━━━ THE RECORDS ━━━

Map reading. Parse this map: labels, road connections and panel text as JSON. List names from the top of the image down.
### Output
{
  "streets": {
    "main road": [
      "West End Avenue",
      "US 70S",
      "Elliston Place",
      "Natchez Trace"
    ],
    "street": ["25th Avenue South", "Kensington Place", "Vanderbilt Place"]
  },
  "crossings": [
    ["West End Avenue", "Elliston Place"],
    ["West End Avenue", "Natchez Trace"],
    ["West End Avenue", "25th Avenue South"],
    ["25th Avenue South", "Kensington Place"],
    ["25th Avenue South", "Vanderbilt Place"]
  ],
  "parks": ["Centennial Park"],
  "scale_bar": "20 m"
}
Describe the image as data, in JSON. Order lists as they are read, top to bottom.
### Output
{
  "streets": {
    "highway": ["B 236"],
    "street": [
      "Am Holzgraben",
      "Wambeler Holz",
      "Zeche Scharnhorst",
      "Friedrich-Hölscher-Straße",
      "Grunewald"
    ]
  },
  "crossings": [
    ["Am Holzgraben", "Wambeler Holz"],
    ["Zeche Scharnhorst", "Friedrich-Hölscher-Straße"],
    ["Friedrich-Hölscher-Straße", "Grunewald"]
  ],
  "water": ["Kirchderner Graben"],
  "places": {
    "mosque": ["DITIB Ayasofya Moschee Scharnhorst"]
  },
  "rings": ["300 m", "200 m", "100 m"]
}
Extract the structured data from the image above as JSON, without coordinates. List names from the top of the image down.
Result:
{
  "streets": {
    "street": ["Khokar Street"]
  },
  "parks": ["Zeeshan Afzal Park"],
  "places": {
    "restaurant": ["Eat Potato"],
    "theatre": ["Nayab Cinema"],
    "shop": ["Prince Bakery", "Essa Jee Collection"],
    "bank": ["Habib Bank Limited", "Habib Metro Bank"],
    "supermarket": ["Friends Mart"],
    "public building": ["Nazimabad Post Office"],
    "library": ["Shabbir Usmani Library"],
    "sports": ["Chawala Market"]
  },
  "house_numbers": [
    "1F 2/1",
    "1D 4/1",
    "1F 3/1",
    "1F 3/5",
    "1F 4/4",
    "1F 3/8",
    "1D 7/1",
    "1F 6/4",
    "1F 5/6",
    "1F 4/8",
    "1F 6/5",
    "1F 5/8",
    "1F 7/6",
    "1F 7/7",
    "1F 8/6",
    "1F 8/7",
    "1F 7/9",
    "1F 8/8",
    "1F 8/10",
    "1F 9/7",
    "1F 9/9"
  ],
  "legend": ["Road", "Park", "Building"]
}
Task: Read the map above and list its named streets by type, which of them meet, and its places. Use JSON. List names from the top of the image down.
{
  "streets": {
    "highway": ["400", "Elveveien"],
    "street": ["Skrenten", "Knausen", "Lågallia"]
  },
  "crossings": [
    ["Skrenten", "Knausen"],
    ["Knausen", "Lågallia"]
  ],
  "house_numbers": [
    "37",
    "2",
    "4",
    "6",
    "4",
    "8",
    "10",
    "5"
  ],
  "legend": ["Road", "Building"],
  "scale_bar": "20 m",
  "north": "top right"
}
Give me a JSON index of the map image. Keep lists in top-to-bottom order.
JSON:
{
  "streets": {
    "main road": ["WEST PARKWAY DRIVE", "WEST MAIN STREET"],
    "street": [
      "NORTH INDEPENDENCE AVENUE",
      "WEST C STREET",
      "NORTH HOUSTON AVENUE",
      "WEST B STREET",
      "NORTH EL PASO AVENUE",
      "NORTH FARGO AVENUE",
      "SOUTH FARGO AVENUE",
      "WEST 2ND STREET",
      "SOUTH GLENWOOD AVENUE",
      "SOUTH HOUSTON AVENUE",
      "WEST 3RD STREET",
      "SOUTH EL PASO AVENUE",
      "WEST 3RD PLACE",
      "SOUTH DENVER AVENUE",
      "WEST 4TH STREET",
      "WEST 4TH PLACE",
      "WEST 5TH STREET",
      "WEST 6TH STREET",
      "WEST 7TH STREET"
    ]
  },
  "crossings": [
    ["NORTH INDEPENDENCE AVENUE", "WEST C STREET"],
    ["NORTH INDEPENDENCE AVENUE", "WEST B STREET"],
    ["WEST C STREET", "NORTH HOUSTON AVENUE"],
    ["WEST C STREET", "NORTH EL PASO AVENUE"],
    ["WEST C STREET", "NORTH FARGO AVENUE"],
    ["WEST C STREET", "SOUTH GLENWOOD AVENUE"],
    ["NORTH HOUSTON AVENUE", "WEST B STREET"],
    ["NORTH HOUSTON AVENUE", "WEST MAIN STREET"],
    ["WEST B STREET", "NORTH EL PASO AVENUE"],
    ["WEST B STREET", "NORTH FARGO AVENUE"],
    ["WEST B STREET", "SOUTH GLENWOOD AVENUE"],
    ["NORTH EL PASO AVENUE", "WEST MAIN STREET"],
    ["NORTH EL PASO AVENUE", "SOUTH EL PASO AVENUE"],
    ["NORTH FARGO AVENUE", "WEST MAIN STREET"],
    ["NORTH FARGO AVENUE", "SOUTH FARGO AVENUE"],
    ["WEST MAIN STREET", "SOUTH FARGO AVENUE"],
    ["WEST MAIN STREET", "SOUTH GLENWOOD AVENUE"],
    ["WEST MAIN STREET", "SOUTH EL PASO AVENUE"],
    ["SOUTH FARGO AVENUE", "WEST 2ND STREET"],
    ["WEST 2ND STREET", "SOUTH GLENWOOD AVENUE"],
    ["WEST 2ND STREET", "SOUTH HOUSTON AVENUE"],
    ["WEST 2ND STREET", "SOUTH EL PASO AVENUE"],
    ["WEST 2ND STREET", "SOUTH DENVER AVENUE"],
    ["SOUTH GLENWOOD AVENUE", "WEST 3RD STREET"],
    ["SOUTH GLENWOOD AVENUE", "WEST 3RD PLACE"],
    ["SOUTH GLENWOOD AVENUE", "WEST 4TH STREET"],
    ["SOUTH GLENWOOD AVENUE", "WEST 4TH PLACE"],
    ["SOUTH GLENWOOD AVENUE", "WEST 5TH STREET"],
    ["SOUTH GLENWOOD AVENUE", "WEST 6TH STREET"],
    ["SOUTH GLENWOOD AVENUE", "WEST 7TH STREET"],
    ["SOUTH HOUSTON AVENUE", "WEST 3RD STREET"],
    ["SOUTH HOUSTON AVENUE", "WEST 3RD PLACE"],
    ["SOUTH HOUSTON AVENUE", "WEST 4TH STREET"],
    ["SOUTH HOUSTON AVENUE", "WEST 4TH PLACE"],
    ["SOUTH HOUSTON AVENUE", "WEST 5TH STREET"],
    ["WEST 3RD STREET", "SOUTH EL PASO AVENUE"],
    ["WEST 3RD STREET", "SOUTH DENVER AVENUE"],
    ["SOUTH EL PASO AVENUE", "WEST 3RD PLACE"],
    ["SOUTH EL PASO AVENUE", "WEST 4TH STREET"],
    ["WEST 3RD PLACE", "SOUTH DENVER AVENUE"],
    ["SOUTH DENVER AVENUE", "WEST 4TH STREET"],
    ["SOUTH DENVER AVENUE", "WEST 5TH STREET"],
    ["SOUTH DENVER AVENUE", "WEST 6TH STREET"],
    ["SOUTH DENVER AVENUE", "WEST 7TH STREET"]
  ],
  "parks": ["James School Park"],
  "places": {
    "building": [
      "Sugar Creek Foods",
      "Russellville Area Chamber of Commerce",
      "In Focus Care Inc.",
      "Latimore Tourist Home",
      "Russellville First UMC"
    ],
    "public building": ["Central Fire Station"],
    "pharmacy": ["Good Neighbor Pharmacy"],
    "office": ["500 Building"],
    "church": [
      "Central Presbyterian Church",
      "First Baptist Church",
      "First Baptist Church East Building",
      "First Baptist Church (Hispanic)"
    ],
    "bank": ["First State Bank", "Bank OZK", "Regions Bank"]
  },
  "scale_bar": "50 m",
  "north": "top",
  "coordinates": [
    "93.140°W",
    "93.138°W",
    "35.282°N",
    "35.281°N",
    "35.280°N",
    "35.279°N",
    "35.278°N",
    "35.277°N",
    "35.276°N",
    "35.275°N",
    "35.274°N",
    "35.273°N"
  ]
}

━━━

• **DIRECTIONS**: Look above for the line holding "Task: Read the" and the line holding "Give me a JSON". Retype both, and every line between them, word for word and nothing else.

• **TASK SOLUTION**:
Task: Read the map above and list its named streets by type, which of them meet, and its places. Use JSON. List names from the top of the image down.
{
  "streets": {
    "highway": ["400", "Elveveien"],
    "street": ["Skrenten", "Knausen", "Lågallia"]
  },
  "crossings": [
    ["Skrenten", "Knausen"],
    ["Knausen", "Lågallia"]
  ],
  "house_numbers": [
    "37",
    "2",
    "4",
    "6",
    "4",
    "8",
    "10",
    "5"
  ],
  "legend": ["Road", "Building"],
  "scale_bar": "20 m",
  "north": "top right"
}
Give me a JSON index of the map image. Keep lists in top-to-bottom order.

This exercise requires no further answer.